Stefan: You were injured in a serious motorcycle accident... Ananda: About two years ago. Stefan: ... which was just weeks before film was due to start. Did that affect or change any planned action sequence that you were supposed to carry out? Ananda: Well, it made the film crew very cautious when we were doing the stunts and all that, but no it didn't change much. The Red Eagle doesn't have powers, he can't do things like ten backflips or stuff like that. I mean he can do two backflips, but that's about the extent of the stunts. Most of it's straightforward, martial arts, but after the accident I actually told Wisit that I'd be OK if he wanted to move on shooting and cast somebody else in my role. And he came up to Chiang Mai to see me and had a chat, and spoke to the doctors, and to find out how I would recover, and how my mobility would be for the next six months or so. So he decided he wanted to take a chance and waited for six months for me to heal. And I still have injuries that affect me now but it's lucky enough for me, with therapy and all that, nothing serious had happened.

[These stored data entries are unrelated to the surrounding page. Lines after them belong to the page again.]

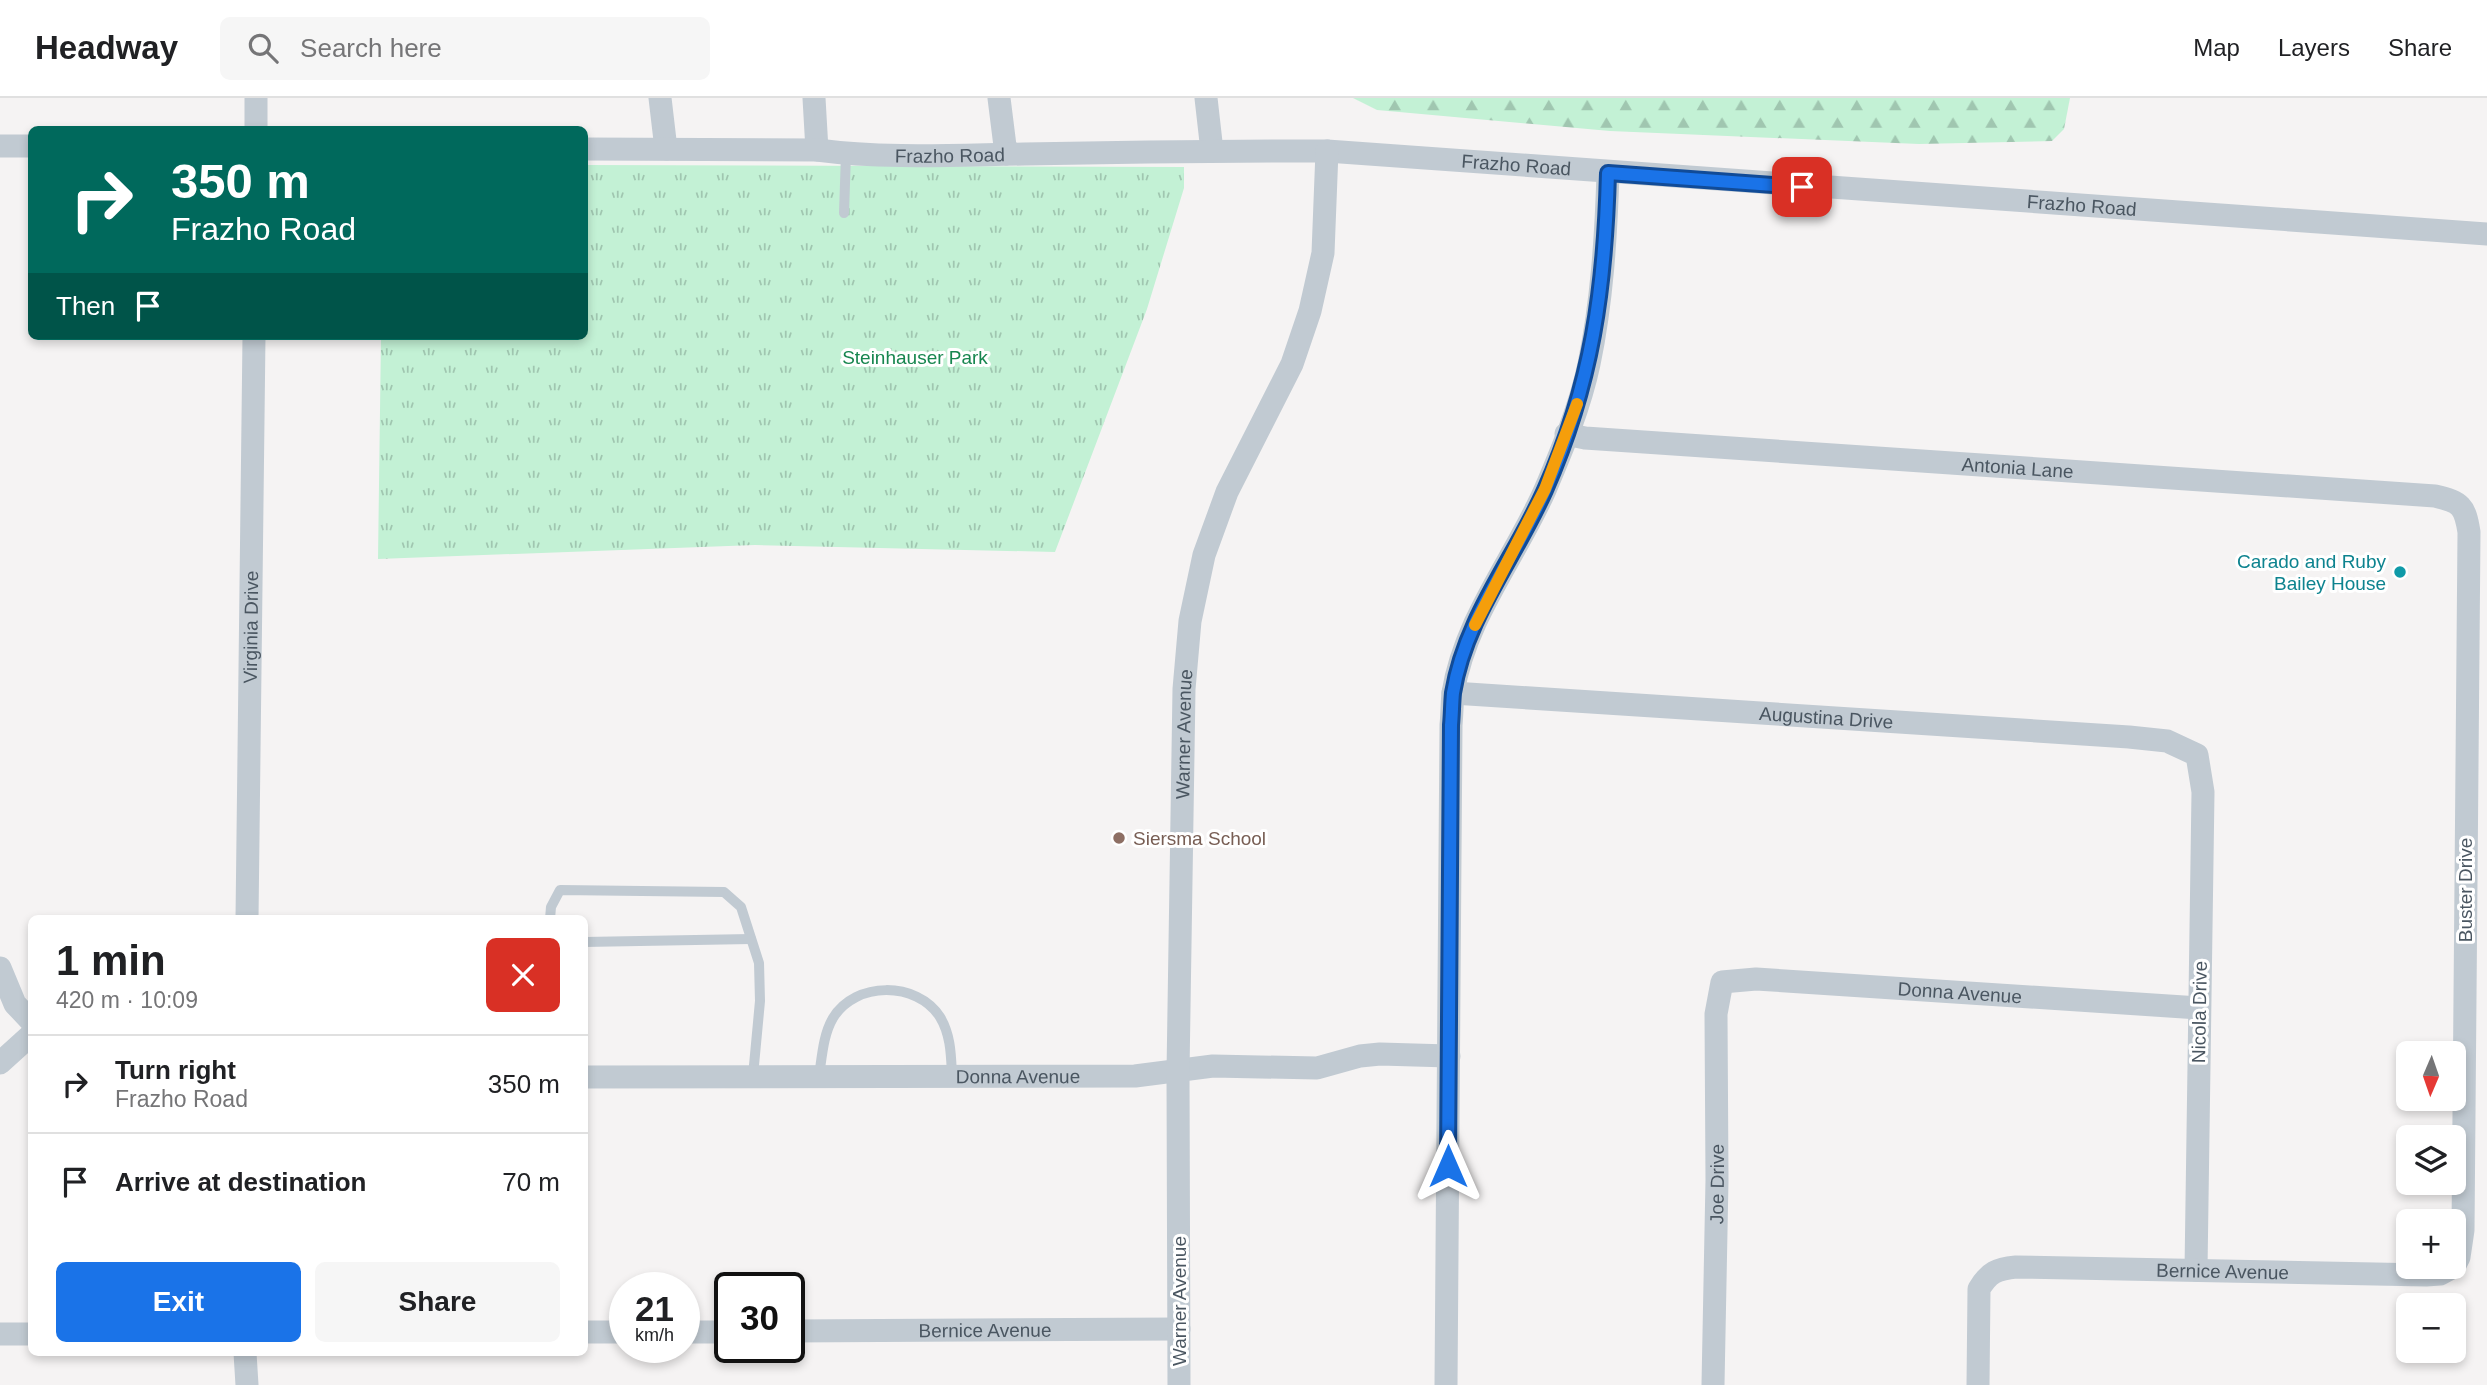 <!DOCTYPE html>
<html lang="en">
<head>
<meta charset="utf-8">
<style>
  body { margin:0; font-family:Helvetica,sans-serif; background:#f6f6f6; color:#202124; height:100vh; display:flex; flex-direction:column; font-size:26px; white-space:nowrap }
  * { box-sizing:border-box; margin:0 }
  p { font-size:23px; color:#757577 }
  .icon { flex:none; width:38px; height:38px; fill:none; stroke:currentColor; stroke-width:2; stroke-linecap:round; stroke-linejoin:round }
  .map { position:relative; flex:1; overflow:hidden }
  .details { position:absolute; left:28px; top:817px; width:560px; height:441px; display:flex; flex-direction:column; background:#fff; border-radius:10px; box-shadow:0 4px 10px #0003 }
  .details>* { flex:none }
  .banner { position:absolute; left:28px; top:28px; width:560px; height:214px; border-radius:10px; box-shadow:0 4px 10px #0003; background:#00695c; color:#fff; overflow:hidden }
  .needle { width:46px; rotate:182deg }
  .tools { position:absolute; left:2396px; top:943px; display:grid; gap:14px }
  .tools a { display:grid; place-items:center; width:70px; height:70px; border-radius:10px; background:#fff; box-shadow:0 4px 10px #0003; font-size:35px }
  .speed { position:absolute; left:609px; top:1174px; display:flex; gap:14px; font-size:35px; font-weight:700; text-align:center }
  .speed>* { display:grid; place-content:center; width:91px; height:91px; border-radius:50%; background:#fff; box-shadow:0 4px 10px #0003; line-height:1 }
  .speed small { font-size:18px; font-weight:400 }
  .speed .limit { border:4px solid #111; border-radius:10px; background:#fff; color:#111 }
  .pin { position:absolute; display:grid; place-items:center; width:60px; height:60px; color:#fff; margin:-30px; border-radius:14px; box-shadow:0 4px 10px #0006 }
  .me { position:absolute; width:77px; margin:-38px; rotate:0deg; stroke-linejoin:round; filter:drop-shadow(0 0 5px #0008) }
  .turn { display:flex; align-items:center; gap:24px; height:147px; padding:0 28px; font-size:32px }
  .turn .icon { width:91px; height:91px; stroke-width:2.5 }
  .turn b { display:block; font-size:49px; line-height:60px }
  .then { display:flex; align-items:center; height:66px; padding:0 28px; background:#0003; gap:14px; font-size:26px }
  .round { display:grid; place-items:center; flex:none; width:74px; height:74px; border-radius:10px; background:#f6f6f6 }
  .summary { display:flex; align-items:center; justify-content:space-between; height:119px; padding:0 28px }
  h1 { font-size:42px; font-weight:600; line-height:52px }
  .primary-button { display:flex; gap:14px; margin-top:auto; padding:14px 28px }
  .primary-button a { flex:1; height:80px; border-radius:10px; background:#1a73e8; color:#fff; font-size:28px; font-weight:600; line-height:80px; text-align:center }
  .primary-button a+a { background:#f6f6f6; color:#202124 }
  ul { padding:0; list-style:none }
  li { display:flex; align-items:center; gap:21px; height:98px; padding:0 28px; border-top:2px solid #e0e0e0 }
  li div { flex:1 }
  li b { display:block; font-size:26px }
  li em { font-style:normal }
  header { display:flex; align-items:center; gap:42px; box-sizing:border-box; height:98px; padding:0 35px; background:#fff; border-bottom:2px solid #e0e0e0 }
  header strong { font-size:33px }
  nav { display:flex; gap:38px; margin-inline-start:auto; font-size:24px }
  .search { width:490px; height:63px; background:#f6f6f6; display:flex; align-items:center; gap:18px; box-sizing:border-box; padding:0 24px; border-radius:10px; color:#757577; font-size:26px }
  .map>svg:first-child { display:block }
  .forest { fill:url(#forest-firs) }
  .park { fill:url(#park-tufts) }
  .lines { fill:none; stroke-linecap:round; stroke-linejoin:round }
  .lane { stroke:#c1cad2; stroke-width:10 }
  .street { stroke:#c1cad2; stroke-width:23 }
  .route-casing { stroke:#114b97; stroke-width:18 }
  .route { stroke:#1a73e8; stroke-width:12 }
  .slow { stroke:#f59e0b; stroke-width:12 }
  .culture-dot { fill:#0f9aa8; stroke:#fff; stroke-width:2.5 }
  .education-dot { fill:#8d6e63; stroke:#fff; stroke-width:2.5 }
  .labels { text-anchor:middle; stroke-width:6; stroke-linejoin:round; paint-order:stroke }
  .street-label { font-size:19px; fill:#4a5661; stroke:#fff }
  .park-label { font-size:19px; fill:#17864f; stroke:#fff }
  .culture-label { font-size:19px; fill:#0d838f; stroke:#fff; text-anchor:end }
  .education-label { font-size:19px; fill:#785e54; stroke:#fff; text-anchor:start }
</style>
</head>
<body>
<header>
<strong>Headway</strong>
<div class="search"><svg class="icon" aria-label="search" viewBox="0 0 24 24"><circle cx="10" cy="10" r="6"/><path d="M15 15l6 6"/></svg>Search here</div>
<nav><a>Map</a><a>Layers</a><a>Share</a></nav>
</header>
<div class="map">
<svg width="2487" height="1287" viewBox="0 0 2487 1287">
  <defs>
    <pattern id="forest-firs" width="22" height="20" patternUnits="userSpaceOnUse" patternTransform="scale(1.75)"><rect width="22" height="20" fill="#c3f1d5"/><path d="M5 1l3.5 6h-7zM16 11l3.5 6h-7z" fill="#a0c6b0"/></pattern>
    <pattern id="park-tufts" width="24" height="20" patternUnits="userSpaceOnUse" patternTransform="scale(1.75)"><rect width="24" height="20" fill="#c3f1d5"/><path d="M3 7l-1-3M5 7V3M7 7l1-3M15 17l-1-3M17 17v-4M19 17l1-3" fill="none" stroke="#a0c6b0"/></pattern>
  </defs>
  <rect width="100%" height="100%" fill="#f5f3f3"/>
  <path class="forest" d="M 1353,0 L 2070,0 L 2064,31 L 2052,43 L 1919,46 L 1610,33 L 1377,12 Z"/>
  <path class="park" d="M 585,67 L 1184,69 L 1184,90 L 1147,211 L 1055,454 L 755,447 L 378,461 L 381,238 L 584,238 Z"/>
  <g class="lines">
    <g class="lane">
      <path d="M 844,115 L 846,56"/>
      <path d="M 550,821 L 551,809 L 560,792 L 724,794 L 741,809 L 759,865 L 760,903 L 753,978"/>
      <path d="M 584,844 L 751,841"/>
      <path d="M 819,978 C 822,959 823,937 833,920 C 855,883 917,883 940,919 C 951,937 951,958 952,977"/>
    </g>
    <g class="street">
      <path d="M 256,0 L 256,32"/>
      <path d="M 660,0 L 666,51"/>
      <path d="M 814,0 L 817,52"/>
      <path d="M 999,0 L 1006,56"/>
      <path d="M 1206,0 L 1212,53"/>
      <path d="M 0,48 L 32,48"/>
      <path id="s1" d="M 584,51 L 817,52 C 885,61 956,57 1024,56 C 1125,54 1226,53 1327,53 L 2487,136"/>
      <path id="s2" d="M 1566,336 L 1585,340 L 2435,398 C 2461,404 2465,408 2469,434 L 2463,1132 L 2459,1159 L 2454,1169"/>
      <path id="s3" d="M 1453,595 L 2129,639 L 2167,643 L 2197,657 L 2203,694 L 2196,1172"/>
      <path id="s4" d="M 247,821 L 254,238"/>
      <path d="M 0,870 L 15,906 L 32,924"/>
      <path d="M 0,965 L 32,936"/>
      <path id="s5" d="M 584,979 L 1135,978 L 1213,968 L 1317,970 L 1360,958 L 1380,956 L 1449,958"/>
      <path id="s6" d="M 789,1233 L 1179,1231"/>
      <path d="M 584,1234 L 625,1234"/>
      <path d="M 684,1234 L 730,1234"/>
      <path d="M 0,1236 L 32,1236"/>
      <path d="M 245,1255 L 247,1287"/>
      <path id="s7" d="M 1179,1287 L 1178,974 L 1184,591 L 1190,523 L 1204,457 L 1227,394 L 1292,266 L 1310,213 L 1323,155 L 1327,53"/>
      <path d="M 1446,1287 L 1451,627 C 1452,617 1452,605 1453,595 C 1465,520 1515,460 1545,392 C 1562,352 1580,309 1589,266 C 1602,203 1606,139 1608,75"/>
      <path id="s8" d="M 1713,1287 L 1717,1082 L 1716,916 L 1722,884 L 1756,881 L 2199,910"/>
      <path id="s9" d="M 1978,1287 L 1979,1191 C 1989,1174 1997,1171 2016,1169 L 2426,1177 L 2440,1176 L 2453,1169"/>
    </g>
  </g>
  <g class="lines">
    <defs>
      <path id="route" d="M 1448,1068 L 1451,627 C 1452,617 1452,605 1453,595 C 1465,520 1515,460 1545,392 C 1592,286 1605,190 1608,75 L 1802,89"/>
    </defs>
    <use href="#route" class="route-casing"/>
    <use href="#route" class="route"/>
    <path class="slow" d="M 1475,527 L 1545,391 L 1577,306"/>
  </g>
  <circle class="culture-dot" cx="2400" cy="474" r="7"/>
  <circle class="education-dot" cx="1119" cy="740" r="7"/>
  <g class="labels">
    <g class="street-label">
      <text dy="7" stroke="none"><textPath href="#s1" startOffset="366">Frazho Road</textPath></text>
      <text dy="7" stroke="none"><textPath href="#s1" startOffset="933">Frazho Road</textPath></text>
      <text dy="7" stroke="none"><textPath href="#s1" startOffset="1500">Frazho Road</textPath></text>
      <text dy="7" stroke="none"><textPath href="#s2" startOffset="453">Antonia Lane</textPath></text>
      <text dy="7" stroke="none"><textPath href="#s4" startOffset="292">Virginia Drive</textPath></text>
      <text dy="7" stroke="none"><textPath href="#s3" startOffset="374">Augustina Drive</textPath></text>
      <text dy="7" stroke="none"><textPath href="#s7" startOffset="651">Warner Avenue</textPath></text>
      <text transform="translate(2465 792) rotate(-90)" y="7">Buster Drive</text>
      <text dy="7" stroke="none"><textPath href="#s8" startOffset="642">Donna Avenue</textPath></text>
      <text transform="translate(2199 914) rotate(-89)" y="7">Nicola Drive</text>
      <text dy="7" stroke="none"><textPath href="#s5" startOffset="434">Donna Avenue</textPath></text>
      <text dy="7" stroke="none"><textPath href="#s8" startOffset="201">Joe Drive</textPath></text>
      <text dy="7" stroke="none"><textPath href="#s9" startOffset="348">Bernice Avenue</textPath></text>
      <text transform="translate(1179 1203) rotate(-90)" y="7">Warner Avenue</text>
      <text dy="7" stroke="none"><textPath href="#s6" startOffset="196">Bernice Avenue</textPath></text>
    </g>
    <g class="park-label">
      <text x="915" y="266">Steinhauser Park</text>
    </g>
    <g class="culture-label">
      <text x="2386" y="470">Carado and Ruby<tspan x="2386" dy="22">Bailey House</tspan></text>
    </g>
    <g class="education-label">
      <text x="1133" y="747">Siersma School</text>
    </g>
  </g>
</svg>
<div class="tools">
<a><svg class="needle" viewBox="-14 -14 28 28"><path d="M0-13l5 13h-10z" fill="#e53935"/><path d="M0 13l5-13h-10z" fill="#757577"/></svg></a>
<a><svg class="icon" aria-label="layers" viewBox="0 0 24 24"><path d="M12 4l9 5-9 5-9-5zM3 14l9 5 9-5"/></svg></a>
<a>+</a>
<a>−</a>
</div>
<div class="speed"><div>21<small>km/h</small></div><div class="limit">30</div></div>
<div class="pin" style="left:1802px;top:89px;background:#d93025"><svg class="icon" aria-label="arrive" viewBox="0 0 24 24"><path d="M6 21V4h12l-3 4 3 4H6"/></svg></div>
<svg class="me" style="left:1448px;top:1068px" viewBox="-20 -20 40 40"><path d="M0-17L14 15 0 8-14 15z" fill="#1a73e8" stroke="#fff" stroke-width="4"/></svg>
<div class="banner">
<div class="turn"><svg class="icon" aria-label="right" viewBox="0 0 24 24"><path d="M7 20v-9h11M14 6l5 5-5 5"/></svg><div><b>350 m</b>Frazho Road</div></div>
<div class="then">Then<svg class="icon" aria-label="arrive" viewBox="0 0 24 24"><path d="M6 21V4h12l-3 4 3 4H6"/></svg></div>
</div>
<section class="details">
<div class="summary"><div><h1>1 min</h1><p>420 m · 10:09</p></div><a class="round" style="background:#d93025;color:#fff"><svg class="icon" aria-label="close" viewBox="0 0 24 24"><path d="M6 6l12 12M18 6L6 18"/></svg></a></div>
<ul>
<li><svg class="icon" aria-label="right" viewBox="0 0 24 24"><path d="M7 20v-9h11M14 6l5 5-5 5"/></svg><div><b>Turn right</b><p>Frazho Road</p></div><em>350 m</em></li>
<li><svg class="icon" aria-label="arrive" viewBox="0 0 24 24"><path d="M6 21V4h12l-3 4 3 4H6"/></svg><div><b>Arrive at destination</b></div><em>70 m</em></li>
</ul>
<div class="primary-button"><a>Exit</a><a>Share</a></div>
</section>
</div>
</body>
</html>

We got through it pretty OK. It wasn't the easiest film to make but we just made it through. I'll be the first one to admit that this is the toughest film I've ever made. The most taxing, the most demanding.
Stefan: Is it because of the action sequences? Ananda: It was everything. It was such an ambitious film, and with Wisit at the helm, if you know him, he's a perfectionist. He wants every single shot - he storyboarded it and he wants the exact shot. A lot of these shots, on the storyboard they look great, like the guy does a double back flip, but to actually shoot that kind of thing, it's harder than it looks than on the storyboard. So to get all of his vision that he storyboarded onto film wasn't easy. I remembered doing shifts like 45 hours shifts, non-stop. I mean if there's a sequel to this I really have to consider it before taking on the role. It was on the verge of being painful.
Stefan: What's your favourite scene from the film? Ananda: If you've seen the trailer, my favourite shot and Wisit knows this story really well. You see the first shot and it's shot from behind the Red Eagle, and he puts on the mask... Stefan: Will this be the first time that the audience will see Red Eagle? Ananda: I'm not sure how it's cut in the film, but I remember shooting that one, and we came back to look at the monitor and that one gave me goosebumps. Just made me feel like, wow, we're actually making a superhero film. I know you need those kind of shots, and after watching that, yeah, this should be quite a good film.
Stefan: What's your next project, besides another Red Eagle film if it comes out? Ananda: Well I have a film I've produced myself and it's complete now. It gets premiered in Pusan as well, called High Society, but it's abbreviated, so it's Hi-So. It's like a nickname for the rich kids in Thailand. So after I come back from Pusan I go straight to Tibet making a road movie called Shambala. It's like a Tibetian utopia, about this guy who's done a lot of negative things with his life, and caused a lot of hurt for other people. He ends up on this road trip with his younger brother who's a travel photographer, and I tag along because I want to find a new place to get drunk or something, and he finds redemption through his travels in Tibet. It'd be a fun film. Influences from the film will be Y Tu Mama Tambien, along those lines as well, about two crazy kids travelling across Tibet.